Here’s an example of the friendship that exists between two of the characters, the bond that’s gut-wrenching to read about because one character loves to talk and the other does not.
Spoiler Alert
It can’t possibly be setup properly (you’d just have to read it), but suffice to say that Boone and Jim have been through a heap together, gone west as friends met on the road. Now Jim has been wounded and is lying in the deep snow with a small group of others that he and Boone had agreed to lead to Oregon. They’re starving.
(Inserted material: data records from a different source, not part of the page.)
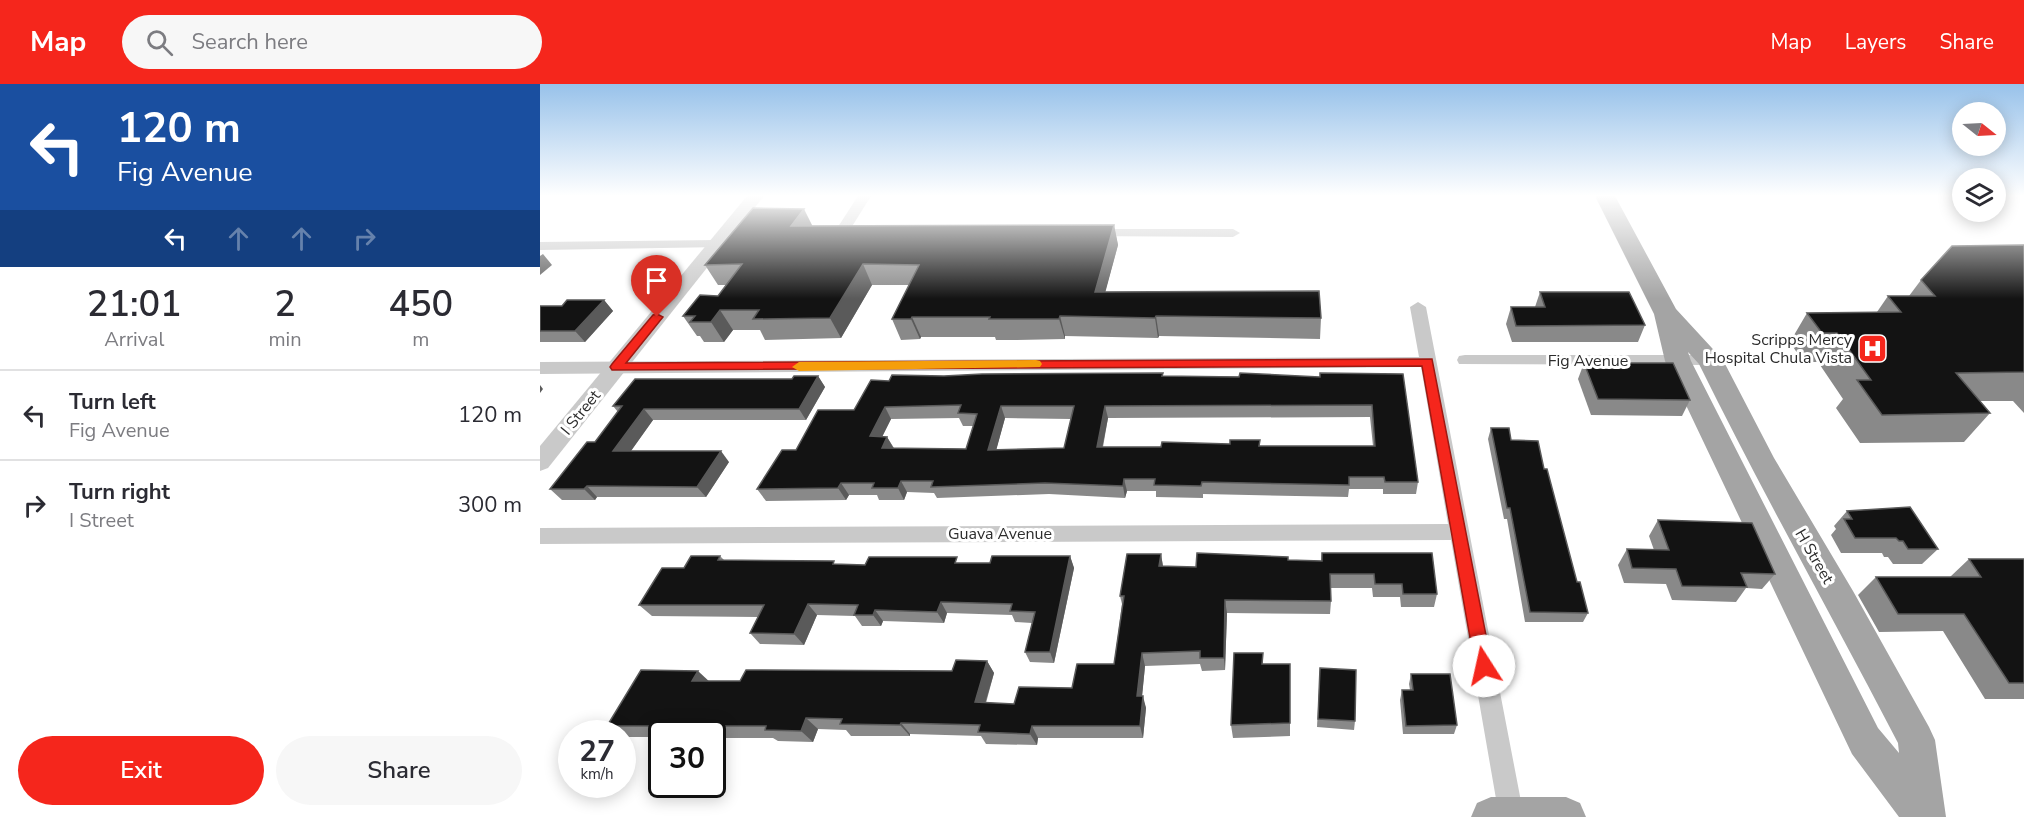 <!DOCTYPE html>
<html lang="en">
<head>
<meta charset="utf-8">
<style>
  body { margin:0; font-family:"Nunito Sans",sans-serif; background:#f7f7f7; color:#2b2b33; height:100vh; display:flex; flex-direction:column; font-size:22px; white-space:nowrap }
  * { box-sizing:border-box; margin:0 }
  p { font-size:20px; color:#7c7c81 }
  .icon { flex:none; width:33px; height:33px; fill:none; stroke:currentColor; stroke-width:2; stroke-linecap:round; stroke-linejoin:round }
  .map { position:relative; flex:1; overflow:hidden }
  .sheet { display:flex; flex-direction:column; background:#fff; width:540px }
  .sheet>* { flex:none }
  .guide { background:#1a4fa0; color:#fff; overflow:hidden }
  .needle { width:39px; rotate:108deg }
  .tools { position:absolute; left:1412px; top:18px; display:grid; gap:12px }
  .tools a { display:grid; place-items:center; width:54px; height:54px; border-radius:50%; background:#fff; box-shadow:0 3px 15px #0003; font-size:30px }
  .speed { position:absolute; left:18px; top:636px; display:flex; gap:12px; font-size:30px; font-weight:700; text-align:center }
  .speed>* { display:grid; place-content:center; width:78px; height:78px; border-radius:50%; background:#fff; box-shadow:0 3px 15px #0003; line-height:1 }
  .speed small { font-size:15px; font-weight:400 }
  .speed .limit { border:3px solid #111; border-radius:9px; background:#fff; color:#111 }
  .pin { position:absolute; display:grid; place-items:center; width:51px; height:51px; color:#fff; margin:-62px -26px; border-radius:50% 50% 50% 0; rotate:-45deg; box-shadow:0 0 6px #0007 }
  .pin .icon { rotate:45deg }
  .me { position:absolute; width:66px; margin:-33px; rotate:350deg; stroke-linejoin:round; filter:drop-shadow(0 0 4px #0008) }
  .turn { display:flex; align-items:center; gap:21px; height:126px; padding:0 18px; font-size:27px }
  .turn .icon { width:78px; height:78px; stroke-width:2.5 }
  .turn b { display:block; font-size:42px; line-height:51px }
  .lanes { display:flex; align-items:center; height:57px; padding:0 18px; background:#0003; justify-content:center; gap:30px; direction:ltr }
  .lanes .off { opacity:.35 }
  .eta { display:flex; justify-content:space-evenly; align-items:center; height:102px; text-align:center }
  .eta b { font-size:36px; font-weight:600; line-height:42px }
  .button { display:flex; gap:12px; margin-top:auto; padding:12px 18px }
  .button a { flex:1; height:69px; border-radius:36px; background:#f5261c; color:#fff; font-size:24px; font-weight:600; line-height:69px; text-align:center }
  .button a+a { background:#f7f7f7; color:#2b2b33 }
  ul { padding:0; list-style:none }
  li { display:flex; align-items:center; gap:18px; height:90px; padding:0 18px; border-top:2px solid #e1e1e2 }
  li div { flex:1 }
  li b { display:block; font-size:22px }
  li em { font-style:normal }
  header { display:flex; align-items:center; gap:36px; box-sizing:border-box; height:84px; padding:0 30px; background:#f5261c; color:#fff }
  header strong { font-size:28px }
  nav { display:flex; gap:33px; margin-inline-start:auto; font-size:21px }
  .search { width:420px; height:54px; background:#f7f7f7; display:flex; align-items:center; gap:15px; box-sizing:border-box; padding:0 21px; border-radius:33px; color:#7c7c81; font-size:22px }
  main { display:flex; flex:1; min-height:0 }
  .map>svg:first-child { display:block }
</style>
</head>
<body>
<header>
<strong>Map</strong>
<div class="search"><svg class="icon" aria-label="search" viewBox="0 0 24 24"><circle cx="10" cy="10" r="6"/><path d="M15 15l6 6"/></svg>Search here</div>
<nav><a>Map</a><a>Layers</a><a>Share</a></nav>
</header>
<main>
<section class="sheet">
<div class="guide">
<div class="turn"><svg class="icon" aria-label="left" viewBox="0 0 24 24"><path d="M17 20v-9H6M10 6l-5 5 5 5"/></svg><div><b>120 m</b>Fig Avenue</div></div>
<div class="lanes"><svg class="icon" aria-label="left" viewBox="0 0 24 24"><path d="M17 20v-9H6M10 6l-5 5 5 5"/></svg><svg class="icon off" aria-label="ahead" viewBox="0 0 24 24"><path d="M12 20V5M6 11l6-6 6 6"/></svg><svg class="icon off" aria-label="ahead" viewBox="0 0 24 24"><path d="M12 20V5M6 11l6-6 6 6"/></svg><svg class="icon off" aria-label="right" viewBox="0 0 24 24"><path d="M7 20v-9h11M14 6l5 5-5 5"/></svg></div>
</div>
<div class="eta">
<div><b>21:01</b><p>Arrival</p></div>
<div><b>2</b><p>min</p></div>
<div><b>450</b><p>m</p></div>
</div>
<ul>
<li><svg class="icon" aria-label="left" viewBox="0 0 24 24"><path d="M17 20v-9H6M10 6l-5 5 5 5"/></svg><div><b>Turn left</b><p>Fig Avenue</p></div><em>120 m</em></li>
<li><svg class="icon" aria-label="right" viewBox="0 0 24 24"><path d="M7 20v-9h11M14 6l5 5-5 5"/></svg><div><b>Turn right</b><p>I Street</p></div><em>300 m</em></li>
</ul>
<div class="button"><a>Exit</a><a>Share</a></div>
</section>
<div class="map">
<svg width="1484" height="733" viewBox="0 0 1484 733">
  <rect width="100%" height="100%" fill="#fff"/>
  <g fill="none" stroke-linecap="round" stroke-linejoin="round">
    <!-- minor -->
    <g fill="#c9c9c9" fill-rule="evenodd">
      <polygon points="318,112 331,112 306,152 296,152 294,149"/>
      <polygon points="551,145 693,145 700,149 693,153 546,152 544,149 546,146"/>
      <polygon points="177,156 182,157 184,160 182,163 0,166 0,158"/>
      <polygon points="878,218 886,223 984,733 959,732 911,456 0,460 0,444 908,440 881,283 0,290 0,278 879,273 870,223"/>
      <polygon points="925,271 1170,271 1176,272 1178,276 1176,280 1170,281 919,280 917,276 919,272"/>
    </g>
    <!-- tertiary -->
    <polygon fill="#c9c9c9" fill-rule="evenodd" points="207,112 224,112 8,384 0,387 0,362"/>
    <!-- primary -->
    <g fill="#a4a4a4" fill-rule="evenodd">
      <path d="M1055 112H1075L1136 225 1183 276 1234 374 1313 507 1389 643 1395 656 1406 733H1359L1312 670 1125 277 1114 230ZM1148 268 1159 280C1222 408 1292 532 1358 659L1359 669 1338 644 1151 277Z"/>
      <polygon points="951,713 1026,713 1040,719 1046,733 931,733 937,719"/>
    </g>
  </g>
  <!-- wall -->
  <g fill="#898989" fill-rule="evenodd">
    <polygon points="574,141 578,161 565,208 781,234 780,255 619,252 618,254 525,252 525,255 477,256 456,256 455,253 381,253 380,255 361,256 352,235 369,201 332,201 301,254 225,256 220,246 193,246 184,258 164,258 160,252 157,252 143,232 178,212 186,201 178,201 165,181 273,142"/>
    <polygon points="1484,161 1484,329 1473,317 1440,317 1450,329 1424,358 1320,359 1296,324 1303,315 1278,278 1263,278 1250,258 1267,229 1337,228 1348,212 1369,212 1381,196"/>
    <polygon points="1000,208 1105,241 1098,258 972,258 966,240 971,223 995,223"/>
    <polygon points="64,216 73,227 45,258 0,258 0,222 22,222"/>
    <polygon points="1044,279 1150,316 1142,332 1051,331 1038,295"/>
    <path d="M623 289V292L780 293 863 290 878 398 876 410H843V405H809L808 413 663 410V414L616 413V407H587L585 414 509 410 397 414 394 409 367 408 364 416H339L337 411H309L306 416 226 417 217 405 256 366 314 326 349 297 404 292ZM830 333 833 362 563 363 568 334ZM419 334 423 342H434L426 365 354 364 347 353H342L351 335ZM465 334 531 335 524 364 456 366Z"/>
    <polygon points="278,292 285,303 266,336 113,336 91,367 189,378 166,413 57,413 55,416 22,416 10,405 55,358 78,328 73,322"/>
    <polygon points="951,344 971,356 1004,385 1037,498 1048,529 1043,538 985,538 967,435 964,435 948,355"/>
    <polygon points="1307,427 1398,465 1382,480 1353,480 1348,473 1344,473 1342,469 1301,469 1291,451 1296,445 1294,442"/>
    <polygon points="1118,436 1235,490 1222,505 1206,504 1196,518 1132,516 1126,500 1084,499 1078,481 1087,465 1114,466 1109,452"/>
    <polygon points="782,469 897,510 894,523 861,523 860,513 833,513 832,504 790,504 791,517 790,530 687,529 685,586 662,587 660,580 605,582 602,612 606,624 603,654 498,654 497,661 446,660 441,652 370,650 370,652 311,652 306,646 278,645 273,658 238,657 233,654 172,654 172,650 122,650 122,653 82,653 82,650 78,650 67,642 169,597 200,597 412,587 447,577 454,589 446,619 474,620 532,604 574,580 582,520 580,512 621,470 623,482 656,483 748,476 781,477"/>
    <polygon points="180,472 184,476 325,481 420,479 450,479 530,472 534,484 514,579 490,578 485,568 492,539 475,538 472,531 407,529 404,539 343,537 341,542 322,542 315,532 277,531 264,561 220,560 210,549 218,533 112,532 99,521 144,484"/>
    <polygon points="1429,475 1484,475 1484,615 1445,615 1403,547 1339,548 1318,511 1336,493 1410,493"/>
    <polygon points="723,569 723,580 750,580 750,652 693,654 691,641"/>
    <polygon points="780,584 815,637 814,646 777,643"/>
    <polygon points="871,590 917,641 914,650 863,650 860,616 862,606 870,606 869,600"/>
  </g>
  <!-- shaded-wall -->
  <g fill="#5a5a5a">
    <polygon points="264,125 274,145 251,142"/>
    <polygon points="574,141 578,161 560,228 555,208"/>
    <polygon points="3,170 12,181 0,191 0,172"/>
    <polygon points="323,180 332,201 301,254 290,234"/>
    <polygon points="64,216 73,227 45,258 35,247"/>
    <polygon points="180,226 193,246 184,258 171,238"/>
    <polygon points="520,232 525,252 525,255 519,235"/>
    <polygon points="616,232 619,252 618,254 615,234"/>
    <polygon points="372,233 381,253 380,255 371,235"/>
    <polygon points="278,292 285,303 266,336 259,325"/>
    <polygon points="0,301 3,305 0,309"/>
    <polygon points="461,322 465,334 453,378 448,366"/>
    <polygon points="565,322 568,334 560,375 557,363"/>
    <polygon points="345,323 351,335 336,365 330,352"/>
    <polygon points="104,325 113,336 83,378 73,367"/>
    <polygon points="347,353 354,365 342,364"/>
    <polygon points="181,367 189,378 166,413 157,403"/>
    <polygon points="584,395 587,407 585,414 583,402"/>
    <polygon points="361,397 367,408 364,416 358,404"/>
    <polygon points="301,399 309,411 306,416 298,404"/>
    <polygon points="47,402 57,413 55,416 44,405"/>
    <polygon points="621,470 623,483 619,482"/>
    <polygon points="530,472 534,484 514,579 510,568"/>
    <polygon points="685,516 687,529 685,586 684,574"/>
    <polygon points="401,518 407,529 404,539 397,528"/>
    <polygon points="268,520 277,531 264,561 254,550"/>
    <polygon points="335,526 343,537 341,542 333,531"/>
    <polygon points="602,569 605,582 601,623 597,612"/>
    <polygon points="447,577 454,589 442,630 435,618"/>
    <polygon points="158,587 172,600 152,597"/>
    <polygon points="603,612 606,624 603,654 600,642"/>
    <polygon points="266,634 278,645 273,658 261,647"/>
    <polygon points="361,639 370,650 370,652 360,641"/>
    <polygon points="492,642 498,654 497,661 490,650"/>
  </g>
  <!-- building -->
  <g fill="#131313" stroke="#5a5a5a" stroke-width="1.5" fill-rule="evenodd">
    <polygon points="213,124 264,125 251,142 574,141 555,208 779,207 781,234 616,232 615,234 520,232 519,235 449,235 450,233 372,233 371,235 352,235 379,181 323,180 290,234 213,235 219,226 180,226 171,238 150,238 155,232 143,232 160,211 178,212 202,180 165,181"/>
    <polygon points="1484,161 1484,288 1416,289 1450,329 1342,331 1317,296 1331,296 1297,249 1282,249 1267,229 1361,228 1348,212 1395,212 1381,196 1412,162"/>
    <polygon points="1000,208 1089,208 1105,241 976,242 971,223 1005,223"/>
    <polygon points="27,216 64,216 35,247 0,247 0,222 22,222"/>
    <polygon points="1044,279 1133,279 1150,316 1058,315"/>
    <path d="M623 289 622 292 699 293 700 289 780 293V289L863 290 878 398H845L844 393H809V401L662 398 661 402 614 401 615 395H584L583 402 505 399 391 403 393 397H361L358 404H332L334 399H301L298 404 217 405 242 366H256L278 326H314L331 296 349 297 352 291 404 292 442 290ZM421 321 418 329 437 330 426 365 342 364 347 353 330 352 345 323ZM832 321 835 362H719L720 356H690V360L622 358 621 363H557L565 322ZM461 322H534L524 364 448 366Z"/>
    <polygon points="254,292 278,292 259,325 104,325 73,367 181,367 157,403 47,402 44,405 10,405 47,358 55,358 82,322 73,322 95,295 252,295"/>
    <polygon points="951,344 969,344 971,356 998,357 1004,385 1007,385 1037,498 1040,498 1048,529 990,528 970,424 967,424"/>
    <polygon points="1370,423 1398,465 1368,465 1363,457 1359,457 1356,454 1315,454 1304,435 1312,435 1307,427"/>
    <polygon points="1118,436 1212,439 1235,490 1201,489 1207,503 1142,502 1136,485 1092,484 1087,465 1129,466"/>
    <polygon points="657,469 748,473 748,476 782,477 782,469 892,469 897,510 863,510 862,500 835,500 834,490 790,490 791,517 685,516 684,574 660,574 660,567 602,569 597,612 603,612 600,642 492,642 490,650 438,648 440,641 361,639 360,641 300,640 302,635 266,634 261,647 225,646 226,642 67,642 101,586 158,587 152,597 200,597 206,586 412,587 416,576 447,577 435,618 474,620 479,603 532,604 537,580 574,580 584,512 580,512 587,470 621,470 619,482 656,483"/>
    <polygon points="151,472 180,472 178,476 294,477 293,480 325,481 329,473 417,473 415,479 450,479 452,472 530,472 510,568 485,568 495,528 470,527 472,520 401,518 397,528 335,526 333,531 314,531 318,521 268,520 254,550 210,549 224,521 99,521 122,484 144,484"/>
    <polygon points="1429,475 1484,475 1484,599 1469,599 1424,530 1358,530 1336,493 1441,493"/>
    <polygon points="694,569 723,569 722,580 750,580 750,639 691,641"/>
    <polygon points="780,584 816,586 815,637 778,635"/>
    <polygon points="871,590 910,590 917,641 866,642 862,606 873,606"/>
  </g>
  <!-- sky -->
  <linearGradient id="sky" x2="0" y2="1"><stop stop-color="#98c2ea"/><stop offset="0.52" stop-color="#fff"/><stop offset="1" stop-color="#fff" stop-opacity="0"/></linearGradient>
  <rect width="1484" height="215" fill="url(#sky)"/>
  <!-- route -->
  <polygon fill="#f5261c" stroke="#9f1912" stroke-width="1.5" points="117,230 123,233 86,279 892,275 952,582 950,587 944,589 938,587 935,582 882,282 72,286 70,283 72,280 113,231"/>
  <!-- slow -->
  <polygon fill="#f59e0b" points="496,276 500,277 502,280 500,283 259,287 252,283 259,278"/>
  <!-- icons -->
  <defs>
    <symbol id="hospital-square" viewBox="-11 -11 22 22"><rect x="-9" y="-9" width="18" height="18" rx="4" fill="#f5261c" stroke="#fff"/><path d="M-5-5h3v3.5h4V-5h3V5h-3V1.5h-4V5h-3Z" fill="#fff"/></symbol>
  </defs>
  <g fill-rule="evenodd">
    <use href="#hospital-square" x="1316" y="248" width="33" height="33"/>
  </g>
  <g text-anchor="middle" stroke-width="6" stroke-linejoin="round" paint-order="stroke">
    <!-- poi labels -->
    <g font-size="16" fill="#2c2c2c" stroke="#fff" text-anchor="end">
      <text x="1312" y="261">Scripps Mercy<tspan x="1312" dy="18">Hospital Chula Vista</tspan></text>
    </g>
    <!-- street labels -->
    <g font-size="16" fill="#2c2c2c" stroke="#fff">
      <text x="1048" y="282">Fig Avenue</text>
      <text transform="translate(40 328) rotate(-51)" y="6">I Street</text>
      <text x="460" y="455">Guava Avenue</text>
      <text transform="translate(1275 472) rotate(60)" y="6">H Street</text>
    </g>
  </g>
</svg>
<div class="tools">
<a><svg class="needle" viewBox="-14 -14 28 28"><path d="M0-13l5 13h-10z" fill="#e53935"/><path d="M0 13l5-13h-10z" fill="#7c7c81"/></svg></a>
<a><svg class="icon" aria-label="layers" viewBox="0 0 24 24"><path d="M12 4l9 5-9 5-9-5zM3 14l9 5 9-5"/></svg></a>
</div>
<div class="speed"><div>27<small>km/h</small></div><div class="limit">30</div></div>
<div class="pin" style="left:117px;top:233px;background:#d93025"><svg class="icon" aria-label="arrive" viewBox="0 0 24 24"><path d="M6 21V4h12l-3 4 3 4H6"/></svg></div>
<svg class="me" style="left:944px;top:582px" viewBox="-20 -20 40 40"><circle r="19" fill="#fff"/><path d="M0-13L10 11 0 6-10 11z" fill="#f5261c"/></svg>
</div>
</main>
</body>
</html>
In a hallucinatory daze Jim asks if Boone can’t get him some liver to eat and then he babbles on endlessly about other things. Boone, unable to look at his friend this way, decides to brave the enormous drifts and cold wind to go looking for an animal to shoot and bring back. He finds it and brings it back and includes Beauchamp, a man whose act of cowardice Boone blames for Jim’s injury.
Jim’s face was still and sunk in like a dead man’s. Boone bent over and then he saw the eyes open and living yet. He pulled out the liver and cut a slice and held over Jim’s mouth. He saw the mouth work and heard the meat crushing and felt the lips moving against his fingers. He cut another slice and fed it in and then another while Jim’s gaze never left his face.
Jim’s voice said, “Obliged. Wouldn’t no one do so much.”
Jim’s hand came up as if to touch Boone’s arm. Boone backed away and turned from the shelter and saw Beauchamp crouched, sharp-eyed, while Peabody cut on the meat. “You’ll git your share, Beauchamp,” he said as if to a friend, and wondered at himself afterward. It made a man unnatural to see Jim crying.
Boone is not a tender man in this story, so the tenderness of this scene (and the refusal of tenderness) caught me off guard and felt deeply emotional.